* **WORK INSTRUCTION**:
Output the data word for word. Begin at its first line and end at the line with "ctx.lineJoin = 'round';".

* **INPUT DATA**:
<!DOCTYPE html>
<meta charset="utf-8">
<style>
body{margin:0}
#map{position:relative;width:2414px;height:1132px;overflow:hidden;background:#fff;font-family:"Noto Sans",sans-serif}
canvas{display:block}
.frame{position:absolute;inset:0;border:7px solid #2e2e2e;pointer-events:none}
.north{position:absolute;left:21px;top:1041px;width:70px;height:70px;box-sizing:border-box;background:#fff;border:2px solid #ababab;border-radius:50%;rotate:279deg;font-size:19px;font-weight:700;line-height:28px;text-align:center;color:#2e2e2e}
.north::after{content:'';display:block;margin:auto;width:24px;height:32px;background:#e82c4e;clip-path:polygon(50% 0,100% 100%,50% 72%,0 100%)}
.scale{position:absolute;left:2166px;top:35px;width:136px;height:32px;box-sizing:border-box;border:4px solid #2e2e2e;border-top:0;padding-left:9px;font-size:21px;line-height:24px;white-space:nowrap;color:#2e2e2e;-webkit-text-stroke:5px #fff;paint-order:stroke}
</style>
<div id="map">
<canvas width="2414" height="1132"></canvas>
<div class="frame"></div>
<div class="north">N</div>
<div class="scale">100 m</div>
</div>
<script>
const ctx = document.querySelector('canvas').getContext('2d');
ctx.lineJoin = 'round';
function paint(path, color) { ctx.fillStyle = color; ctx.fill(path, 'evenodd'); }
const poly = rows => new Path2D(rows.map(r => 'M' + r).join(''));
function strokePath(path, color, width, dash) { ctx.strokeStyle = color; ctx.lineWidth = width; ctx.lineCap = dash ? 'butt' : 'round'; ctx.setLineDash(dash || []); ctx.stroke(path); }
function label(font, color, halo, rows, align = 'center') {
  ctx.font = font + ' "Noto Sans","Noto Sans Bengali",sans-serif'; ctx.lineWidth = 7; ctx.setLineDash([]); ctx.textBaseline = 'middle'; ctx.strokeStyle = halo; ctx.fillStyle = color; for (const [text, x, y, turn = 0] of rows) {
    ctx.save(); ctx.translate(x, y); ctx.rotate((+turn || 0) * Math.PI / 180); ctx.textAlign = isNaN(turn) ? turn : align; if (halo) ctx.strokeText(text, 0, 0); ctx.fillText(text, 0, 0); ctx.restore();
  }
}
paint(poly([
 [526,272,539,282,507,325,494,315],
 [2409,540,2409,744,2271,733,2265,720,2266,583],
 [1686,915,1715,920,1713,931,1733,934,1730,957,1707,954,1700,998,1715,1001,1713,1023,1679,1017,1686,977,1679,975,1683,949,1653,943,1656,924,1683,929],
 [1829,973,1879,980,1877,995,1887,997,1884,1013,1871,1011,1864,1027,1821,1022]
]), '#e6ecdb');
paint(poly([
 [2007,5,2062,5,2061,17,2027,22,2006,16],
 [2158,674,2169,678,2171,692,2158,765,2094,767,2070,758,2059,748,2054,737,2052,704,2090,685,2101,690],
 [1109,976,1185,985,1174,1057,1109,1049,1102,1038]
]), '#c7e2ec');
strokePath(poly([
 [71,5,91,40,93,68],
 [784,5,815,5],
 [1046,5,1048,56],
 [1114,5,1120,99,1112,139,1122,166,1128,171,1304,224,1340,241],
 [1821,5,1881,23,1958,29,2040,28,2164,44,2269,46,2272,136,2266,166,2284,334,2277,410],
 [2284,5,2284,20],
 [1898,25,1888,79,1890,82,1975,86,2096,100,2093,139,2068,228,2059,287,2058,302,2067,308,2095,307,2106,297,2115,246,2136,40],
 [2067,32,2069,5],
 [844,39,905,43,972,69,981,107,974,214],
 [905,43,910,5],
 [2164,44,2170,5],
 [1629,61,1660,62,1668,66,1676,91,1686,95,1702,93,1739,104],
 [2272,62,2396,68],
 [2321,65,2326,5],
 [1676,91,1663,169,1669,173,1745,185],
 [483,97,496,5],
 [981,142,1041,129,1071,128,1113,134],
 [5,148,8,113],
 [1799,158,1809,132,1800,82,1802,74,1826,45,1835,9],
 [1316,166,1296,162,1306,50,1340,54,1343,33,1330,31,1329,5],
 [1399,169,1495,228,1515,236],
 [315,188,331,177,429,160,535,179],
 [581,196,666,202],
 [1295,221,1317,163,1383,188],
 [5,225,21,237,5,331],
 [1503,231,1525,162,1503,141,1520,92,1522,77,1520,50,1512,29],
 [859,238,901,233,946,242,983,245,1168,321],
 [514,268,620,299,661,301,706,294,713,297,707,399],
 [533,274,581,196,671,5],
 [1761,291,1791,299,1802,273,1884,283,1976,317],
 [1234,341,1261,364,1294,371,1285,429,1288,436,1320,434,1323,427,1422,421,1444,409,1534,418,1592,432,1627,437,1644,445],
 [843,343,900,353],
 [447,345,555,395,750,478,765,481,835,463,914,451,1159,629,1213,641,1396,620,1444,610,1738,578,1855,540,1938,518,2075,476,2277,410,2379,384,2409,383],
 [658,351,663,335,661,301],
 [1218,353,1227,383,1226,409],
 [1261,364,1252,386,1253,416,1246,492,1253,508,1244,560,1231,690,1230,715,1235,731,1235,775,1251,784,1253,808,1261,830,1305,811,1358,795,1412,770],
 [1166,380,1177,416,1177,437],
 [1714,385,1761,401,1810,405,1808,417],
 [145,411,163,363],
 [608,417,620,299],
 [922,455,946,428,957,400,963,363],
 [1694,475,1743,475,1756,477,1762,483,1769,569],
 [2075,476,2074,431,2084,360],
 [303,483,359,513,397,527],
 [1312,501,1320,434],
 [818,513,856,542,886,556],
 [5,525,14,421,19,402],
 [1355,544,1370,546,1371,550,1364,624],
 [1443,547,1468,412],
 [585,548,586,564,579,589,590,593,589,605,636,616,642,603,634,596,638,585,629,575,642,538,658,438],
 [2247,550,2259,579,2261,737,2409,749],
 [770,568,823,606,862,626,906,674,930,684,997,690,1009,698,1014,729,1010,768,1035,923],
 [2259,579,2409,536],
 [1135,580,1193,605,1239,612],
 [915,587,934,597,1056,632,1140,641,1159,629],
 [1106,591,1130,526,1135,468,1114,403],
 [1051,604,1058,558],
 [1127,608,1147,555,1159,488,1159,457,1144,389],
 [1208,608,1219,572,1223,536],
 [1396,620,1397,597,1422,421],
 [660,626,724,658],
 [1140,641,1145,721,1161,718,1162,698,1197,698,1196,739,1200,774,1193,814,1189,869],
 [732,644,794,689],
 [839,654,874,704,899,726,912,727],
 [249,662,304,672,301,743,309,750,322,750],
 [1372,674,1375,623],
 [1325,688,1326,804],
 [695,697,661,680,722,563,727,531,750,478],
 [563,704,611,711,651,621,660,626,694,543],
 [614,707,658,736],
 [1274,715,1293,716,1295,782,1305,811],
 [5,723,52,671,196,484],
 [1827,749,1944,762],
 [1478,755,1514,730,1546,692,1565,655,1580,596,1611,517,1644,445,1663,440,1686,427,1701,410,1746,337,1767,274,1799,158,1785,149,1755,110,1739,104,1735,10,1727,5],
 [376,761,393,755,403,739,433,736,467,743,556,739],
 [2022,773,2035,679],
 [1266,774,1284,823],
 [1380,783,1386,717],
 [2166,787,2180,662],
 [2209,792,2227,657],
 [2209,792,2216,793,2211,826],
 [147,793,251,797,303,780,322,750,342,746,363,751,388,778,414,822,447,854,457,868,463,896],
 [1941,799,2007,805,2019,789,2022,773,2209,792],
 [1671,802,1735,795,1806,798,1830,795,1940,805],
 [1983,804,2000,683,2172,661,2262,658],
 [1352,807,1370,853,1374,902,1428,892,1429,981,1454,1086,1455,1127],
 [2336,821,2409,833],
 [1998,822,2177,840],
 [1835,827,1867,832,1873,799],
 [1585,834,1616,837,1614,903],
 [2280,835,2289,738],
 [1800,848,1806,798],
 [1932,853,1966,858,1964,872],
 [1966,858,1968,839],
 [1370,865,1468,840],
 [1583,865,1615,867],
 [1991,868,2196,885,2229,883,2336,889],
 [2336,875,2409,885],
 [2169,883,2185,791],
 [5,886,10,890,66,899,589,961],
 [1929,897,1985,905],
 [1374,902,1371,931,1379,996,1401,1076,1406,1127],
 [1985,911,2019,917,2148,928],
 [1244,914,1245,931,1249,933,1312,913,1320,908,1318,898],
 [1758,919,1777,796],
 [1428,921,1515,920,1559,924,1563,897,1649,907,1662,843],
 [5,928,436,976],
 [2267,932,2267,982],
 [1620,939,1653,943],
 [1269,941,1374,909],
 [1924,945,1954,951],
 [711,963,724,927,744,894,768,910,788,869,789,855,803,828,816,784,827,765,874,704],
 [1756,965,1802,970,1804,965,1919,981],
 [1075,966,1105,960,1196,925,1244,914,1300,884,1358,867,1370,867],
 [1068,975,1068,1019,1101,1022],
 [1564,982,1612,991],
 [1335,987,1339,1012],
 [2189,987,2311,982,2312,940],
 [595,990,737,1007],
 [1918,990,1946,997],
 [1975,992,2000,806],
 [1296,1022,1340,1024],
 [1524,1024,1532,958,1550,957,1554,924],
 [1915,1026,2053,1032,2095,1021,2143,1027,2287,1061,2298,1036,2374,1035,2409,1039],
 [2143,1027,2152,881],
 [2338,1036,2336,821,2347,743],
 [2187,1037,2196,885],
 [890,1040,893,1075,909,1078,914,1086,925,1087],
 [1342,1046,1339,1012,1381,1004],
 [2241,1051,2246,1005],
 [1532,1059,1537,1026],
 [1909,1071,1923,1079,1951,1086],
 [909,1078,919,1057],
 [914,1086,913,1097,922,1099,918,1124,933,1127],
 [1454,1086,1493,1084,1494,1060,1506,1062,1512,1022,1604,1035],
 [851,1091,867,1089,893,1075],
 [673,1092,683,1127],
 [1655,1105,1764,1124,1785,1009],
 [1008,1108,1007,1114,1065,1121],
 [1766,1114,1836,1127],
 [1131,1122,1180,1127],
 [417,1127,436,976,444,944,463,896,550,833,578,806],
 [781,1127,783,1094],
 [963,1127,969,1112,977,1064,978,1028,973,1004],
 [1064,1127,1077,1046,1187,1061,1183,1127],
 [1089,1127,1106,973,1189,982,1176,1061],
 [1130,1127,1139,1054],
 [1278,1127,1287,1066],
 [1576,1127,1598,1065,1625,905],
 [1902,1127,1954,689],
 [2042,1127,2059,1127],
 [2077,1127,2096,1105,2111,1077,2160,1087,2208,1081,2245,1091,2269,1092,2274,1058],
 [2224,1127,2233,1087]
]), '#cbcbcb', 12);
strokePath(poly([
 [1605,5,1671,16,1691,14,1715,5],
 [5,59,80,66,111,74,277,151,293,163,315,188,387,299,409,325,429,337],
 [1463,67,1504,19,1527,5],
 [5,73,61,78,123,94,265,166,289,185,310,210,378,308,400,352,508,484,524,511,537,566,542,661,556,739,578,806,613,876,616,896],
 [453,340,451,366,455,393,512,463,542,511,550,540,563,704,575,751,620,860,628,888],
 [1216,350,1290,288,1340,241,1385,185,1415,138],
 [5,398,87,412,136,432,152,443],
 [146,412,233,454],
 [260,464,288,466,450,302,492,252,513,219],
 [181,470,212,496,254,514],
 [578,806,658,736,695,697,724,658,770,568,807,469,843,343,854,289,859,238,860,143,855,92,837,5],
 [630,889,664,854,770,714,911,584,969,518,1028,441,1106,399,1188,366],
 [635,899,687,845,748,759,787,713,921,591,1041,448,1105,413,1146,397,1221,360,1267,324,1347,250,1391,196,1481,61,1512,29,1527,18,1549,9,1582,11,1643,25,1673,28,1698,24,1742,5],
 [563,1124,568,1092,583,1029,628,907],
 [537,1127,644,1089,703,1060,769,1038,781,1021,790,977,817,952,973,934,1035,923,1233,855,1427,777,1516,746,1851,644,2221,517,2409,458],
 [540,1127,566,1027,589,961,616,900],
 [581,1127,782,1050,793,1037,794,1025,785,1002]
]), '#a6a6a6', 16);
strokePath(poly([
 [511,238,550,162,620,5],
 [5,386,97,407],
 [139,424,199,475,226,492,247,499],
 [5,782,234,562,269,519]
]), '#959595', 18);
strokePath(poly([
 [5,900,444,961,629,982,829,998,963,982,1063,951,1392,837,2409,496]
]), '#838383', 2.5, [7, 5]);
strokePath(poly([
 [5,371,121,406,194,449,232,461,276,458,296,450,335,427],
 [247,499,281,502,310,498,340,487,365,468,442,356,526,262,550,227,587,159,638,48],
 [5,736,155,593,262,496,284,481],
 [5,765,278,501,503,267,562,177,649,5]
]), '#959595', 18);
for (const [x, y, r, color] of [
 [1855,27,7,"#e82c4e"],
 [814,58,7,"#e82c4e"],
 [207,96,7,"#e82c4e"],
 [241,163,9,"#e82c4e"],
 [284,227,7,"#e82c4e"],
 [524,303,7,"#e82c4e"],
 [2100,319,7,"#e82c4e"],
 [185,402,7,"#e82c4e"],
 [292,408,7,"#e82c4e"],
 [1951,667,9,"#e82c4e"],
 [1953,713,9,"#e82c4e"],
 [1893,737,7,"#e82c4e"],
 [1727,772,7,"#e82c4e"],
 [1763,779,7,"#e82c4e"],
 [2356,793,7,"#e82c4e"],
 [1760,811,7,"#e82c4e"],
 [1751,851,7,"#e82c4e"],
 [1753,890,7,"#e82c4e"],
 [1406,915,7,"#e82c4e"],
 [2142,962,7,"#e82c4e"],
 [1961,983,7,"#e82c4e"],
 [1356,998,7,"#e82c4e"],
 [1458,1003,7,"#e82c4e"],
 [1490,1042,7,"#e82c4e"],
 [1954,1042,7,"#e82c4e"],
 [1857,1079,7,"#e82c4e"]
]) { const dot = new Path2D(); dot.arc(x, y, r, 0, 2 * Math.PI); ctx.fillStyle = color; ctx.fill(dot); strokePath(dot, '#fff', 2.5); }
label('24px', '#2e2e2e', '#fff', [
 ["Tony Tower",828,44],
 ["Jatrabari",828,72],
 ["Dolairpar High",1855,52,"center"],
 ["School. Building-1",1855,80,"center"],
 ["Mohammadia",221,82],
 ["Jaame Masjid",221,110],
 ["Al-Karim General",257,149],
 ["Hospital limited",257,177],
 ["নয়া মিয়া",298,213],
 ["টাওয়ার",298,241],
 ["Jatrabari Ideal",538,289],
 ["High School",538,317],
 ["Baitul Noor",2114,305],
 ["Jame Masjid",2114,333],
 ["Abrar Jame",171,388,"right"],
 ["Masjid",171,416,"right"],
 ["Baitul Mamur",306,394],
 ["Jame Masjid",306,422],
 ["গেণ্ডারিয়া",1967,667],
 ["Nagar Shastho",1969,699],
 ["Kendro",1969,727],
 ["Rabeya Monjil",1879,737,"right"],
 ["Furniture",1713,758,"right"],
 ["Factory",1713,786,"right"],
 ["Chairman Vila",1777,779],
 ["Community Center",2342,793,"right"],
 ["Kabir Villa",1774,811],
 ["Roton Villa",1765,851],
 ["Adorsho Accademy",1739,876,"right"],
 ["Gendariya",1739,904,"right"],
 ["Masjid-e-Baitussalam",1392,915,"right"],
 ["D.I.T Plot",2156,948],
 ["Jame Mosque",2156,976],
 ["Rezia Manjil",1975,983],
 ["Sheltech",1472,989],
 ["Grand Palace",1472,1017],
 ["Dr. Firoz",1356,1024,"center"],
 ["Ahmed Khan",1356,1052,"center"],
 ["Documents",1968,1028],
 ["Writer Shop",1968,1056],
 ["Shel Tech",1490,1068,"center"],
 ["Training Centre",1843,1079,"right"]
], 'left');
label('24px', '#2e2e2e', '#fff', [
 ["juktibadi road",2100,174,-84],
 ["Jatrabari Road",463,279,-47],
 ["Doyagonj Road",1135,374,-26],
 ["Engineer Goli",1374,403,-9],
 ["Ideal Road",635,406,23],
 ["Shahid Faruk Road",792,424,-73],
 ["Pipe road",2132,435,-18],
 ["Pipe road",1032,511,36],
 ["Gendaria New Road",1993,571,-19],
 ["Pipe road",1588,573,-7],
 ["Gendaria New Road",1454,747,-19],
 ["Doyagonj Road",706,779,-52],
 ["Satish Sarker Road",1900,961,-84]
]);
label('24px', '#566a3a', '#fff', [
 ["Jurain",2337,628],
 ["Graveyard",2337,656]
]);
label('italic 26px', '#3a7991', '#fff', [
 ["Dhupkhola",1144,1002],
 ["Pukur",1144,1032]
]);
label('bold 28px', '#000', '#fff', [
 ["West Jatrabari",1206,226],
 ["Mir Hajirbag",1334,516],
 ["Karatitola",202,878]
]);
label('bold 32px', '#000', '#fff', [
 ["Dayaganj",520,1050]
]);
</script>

* **RESPONSE AREA**:
<!DOCTYPE html>
<meta charset="utf-8">
<style>
body{margin:0}
#map{position:relative;width:2414px;height:1132px;overflow:hidden;background:#fff;font-family:"Noto Sans",sans-serif}
canvas{display:block}
.frame{position:absolute;inset:0;border:7px solid #2e2e2e;pointer-events:none}
.north{position:absolute;left:21px;top:1041px;width:70px;height:70px;box-sizing:border-box;background:#fff;border:2px solid #ababab;border-radius:50%;rotate:279deg;font-size:19px;font-weight:700;line-height:28px;text-align:center;color:#2e2e2e}
.north::after{content:'';display:block;margin:auto;width:24px;height:32px;background:#e82c4e;clip-path:polygon(50% 0,100% 100%,50% 72%,0 100%)}
.scale{position:absolute;left:2166px;top:35px;width:136px;height:32px;box-sizing:border-box;border:4px solid #2e2e2e;border-top:0;padding-left:9px;font-size:21px;line-height:24px;white-space:nowrap;color:#2e2e2e;-webkit-text-stroke:5px #fff;paint-order:stroke}
</style>
<div id="map">
<canvas width="2414" height="1132"></canvas>
<div class="frame"></div>
<div class="north">N</div>
<div class="scale">100 m</div>
</div>
<script>
const ctx = document.querySelector('canvas').getContext('2d');
ctx.lineJoin = 'round';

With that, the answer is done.